MRVE has some limitations that have hindered its widespread application in clinical practice. Firstly, MRVE is a time-consuming post-processing technique that requires specialized operators and experienced neuroradiologists for image interpretation. Therefore, mastering this technique requires professional training and practical experience. Secondly, obtaining clear MRVE images requires a certain amount of cerebrospinal fluid in the cerebellopontine angle cistern. Patients with small cerebrospinal fluid spaces may have insufficient fluid, resulting in lower resolution and difficulties in MRVE reconstruction. Conversely, patients with excessive cerebrospinal fluid may experience motion artifacts, which can affect diagnostic accuracy.

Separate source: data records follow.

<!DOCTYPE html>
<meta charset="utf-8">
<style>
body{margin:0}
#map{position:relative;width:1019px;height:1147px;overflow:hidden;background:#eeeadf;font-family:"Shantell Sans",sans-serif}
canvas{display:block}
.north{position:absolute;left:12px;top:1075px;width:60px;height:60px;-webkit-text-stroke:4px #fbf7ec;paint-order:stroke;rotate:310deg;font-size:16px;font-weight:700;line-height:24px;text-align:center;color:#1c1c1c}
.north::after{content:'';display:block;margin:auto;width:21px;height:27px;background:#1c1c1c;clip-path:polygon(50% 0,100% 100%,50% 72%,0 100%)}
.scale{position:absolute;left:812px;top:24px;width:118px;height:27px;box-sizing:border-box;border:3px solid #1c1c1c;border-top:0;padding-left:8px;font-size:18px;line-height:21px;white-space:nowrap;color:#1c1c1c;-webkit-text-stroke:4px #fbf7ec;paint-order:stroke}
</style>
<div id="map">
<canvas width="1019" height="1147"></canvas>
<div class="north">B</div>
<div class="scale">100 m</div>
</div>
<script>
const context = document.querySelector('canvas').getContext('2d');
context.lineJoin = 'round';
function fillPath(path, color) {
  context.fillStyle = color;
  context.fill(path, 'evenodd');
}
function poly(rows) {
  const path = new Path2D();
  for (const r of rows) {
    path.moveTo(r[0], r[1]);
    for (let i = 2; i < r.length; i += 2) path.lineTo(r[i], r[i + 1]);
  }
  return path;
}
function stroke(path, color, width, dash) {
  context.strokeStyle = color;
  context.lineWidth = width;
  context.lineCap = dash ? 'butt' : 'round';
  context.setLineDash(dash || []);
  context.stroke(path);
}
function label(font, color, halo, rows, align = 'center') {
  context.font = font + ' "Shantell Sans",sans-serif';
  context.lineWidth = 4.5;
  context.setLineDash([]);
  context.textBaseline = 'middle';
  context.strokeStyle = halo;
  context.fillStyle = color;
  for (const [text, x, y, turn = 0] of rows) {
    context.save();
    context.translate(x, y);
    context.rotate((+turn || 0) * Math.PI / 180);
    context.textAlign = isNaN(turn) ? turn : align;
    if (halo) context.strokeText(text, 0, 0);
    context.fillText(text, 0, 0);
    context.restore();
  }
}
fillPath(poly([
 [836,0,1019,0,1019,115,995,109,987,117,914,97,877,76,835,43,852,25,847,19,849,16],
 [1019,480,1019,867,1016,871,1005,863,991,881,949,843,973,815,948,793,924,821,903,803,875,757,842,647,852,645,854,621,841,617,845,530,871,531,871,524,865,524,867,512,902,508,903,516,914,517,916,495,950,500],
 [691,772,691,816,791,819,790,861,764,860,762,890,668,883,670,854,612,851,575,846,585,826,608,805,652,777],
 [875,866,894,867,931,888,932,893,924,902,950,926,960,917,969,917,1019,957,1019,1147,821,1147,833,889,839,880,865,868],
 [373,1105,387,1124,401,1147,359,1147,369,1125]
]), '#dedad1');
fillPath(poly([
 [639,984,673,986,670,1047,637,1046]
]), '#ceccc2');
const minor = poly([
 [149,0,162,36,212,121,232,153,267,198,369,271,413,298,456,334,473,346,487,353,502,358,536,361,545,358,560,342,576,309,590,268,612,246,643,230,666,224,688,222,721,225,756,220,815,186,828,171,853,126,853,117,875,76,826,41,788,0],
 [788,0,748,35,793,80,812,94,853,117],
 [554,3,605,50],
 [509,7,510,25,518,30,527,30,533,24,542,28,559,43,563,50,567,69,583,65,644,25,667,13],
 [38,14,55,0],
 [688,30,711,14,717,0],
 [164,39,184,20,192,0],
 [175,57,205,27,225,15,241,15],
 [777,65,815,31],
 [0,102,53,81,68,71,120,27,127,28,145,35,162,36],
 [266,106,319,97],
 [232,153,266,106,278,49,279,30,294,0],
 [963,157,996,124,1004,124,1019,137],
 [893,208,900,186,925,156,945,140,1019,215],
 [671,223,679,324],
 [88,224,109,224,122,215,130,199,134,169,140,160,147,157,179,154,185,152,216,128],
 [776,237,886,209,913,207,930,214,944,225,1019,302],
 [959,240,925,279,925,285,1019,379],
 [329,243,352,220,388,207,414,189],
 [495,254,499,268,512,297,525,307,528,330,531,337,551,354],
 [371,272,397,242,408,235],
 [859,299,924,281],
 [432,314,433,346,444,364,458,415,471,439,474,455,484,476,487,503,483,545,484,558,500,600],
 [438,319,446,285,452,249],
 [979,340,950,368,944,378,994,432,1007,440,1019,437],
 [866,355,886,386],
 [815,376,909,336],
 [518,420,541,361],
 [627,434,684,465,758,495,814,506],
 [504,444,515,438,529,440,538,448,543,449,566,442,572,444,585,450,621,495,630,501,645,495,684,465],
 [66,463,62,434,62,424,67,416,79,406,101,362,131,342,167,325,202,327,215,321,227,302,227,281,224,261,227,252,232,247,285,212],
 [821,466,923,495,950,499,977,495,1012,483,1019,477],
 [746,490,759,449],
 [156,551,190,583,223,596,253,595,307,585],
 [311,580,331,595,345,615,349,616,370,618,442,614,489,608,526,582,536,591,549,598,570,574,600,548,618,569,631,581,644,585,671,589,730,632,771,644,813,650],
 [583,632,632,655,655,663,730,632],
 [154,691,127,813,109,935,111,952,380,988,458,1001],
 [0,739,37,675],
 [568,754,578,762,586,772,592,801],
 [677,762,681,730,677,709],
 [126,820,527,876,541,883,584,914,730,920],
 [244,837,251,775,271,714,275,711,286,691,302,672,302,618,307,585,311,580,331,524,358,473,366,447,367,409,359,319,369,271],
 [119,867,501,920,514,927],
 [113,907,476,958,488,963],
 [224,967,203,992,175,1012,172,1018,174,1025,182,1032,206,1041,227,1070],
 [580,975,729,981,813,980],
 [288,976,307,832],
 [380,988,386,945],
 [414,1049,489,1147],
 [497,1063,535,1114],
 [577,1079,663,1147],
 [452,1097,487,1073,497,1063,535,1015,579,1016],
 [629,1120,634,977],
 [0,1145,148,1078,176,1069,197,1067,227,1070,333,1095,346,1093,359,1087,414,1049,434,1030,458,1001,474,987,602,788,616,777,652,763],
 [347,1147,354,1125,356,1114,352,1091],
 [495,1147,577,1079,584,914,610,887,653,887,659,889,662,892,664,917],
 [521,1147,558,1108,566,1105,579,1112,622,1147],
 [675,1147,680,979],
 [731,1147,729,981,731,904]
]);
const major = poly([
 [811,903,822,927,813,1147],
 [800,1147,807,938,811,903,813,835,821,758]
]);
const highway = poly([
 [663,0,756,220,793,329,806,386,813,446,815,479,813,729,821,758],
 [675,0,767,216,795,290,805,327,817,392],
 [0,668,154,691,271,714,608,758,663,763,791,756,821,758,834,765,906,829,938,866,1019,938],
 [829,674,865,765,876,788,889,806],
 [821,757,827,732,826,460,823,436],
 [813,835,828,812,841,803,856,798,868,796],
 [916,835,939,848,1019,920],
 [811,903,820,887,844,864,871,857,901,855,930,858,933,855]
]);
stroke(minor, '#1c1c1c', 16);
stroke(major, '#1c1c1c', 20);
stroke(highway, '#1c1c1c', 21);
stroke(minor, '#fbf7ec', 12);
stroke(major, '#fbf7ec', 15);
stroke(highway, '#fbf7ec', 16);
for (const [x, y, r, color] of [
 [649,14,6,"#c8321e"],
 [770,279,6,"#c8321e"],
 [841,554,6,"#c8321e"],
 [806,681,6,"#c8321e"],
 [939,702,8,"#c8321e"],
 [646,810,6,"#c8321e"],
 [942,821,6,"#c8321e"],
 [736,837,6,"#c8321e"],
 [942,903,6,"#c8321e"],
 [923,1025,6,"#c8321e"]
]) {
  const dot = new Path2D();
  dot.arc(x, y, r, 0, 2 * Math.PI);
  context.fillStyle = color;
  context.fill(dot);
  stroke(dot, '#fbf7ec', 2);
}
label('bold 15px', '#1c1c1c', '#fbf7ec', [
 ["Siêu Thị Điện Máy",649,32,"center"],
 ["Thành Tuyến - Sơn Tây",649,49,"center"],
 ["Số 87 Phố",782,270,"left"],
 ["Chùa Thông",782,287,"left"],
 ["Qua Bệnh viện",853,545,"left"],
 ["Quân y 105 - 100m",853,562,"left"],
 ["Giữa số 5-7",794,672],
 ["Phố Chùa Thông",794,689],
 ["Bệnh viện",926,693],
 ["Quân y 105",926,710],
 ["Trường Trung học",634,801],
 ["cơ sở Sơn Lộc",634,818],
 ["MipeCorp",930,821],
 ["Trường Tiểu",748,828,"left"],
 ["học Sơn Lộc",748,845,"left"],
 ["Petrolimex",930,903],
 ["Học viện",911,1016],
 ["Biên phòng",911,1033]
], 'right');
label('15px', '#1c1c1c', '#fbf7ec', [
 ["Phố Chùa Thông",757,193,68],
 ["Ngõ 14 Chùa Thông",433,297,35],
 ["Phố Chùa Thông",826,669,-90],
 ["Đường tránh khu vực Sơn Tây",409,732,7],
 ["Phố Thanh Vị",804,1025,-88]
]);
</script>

In conclusion, the combined application of MRVE with three-dimensional high-resolution MRI sequences (3D-TOF-MRA, 3D-FIESTA-c) provides a powerful tool for assessing the intricate adjacent relationships between the trigeminal nerve and surrounding vessels. This combination technique enables multi-angle, comprehensive observation, significantly enhancing the accuracy of detecting potential responsible vessels. In neurosurgical procedures, it offers surgeons detailed three-dimensional anatomical maps, allowing for more precise surgical planning and greatly reducing the risk of damaging critical nerves or vessels during the operation, thereby ensuring surgical safety.

Ethics Statement

The studies involving human participants were reviewed and approved by the Institutional Ethical Committee for clinical research of Nanjing Brain Hospital. Written informed consent to participate in this study was provided by the participants’ legal guardian/next of kin. We will always comply with relevant laws, regulations, and international ethical guidelines, particularly the “Declaration of Helsinki”.

Disclosure

The authors report no conflicts of interest in this work.

Acknowledgments

The authors are grateful to everyone who offered their time, insight, and assistance to this article.

Data Sharing Statement

The data are available from the corresponding author on reasonable request.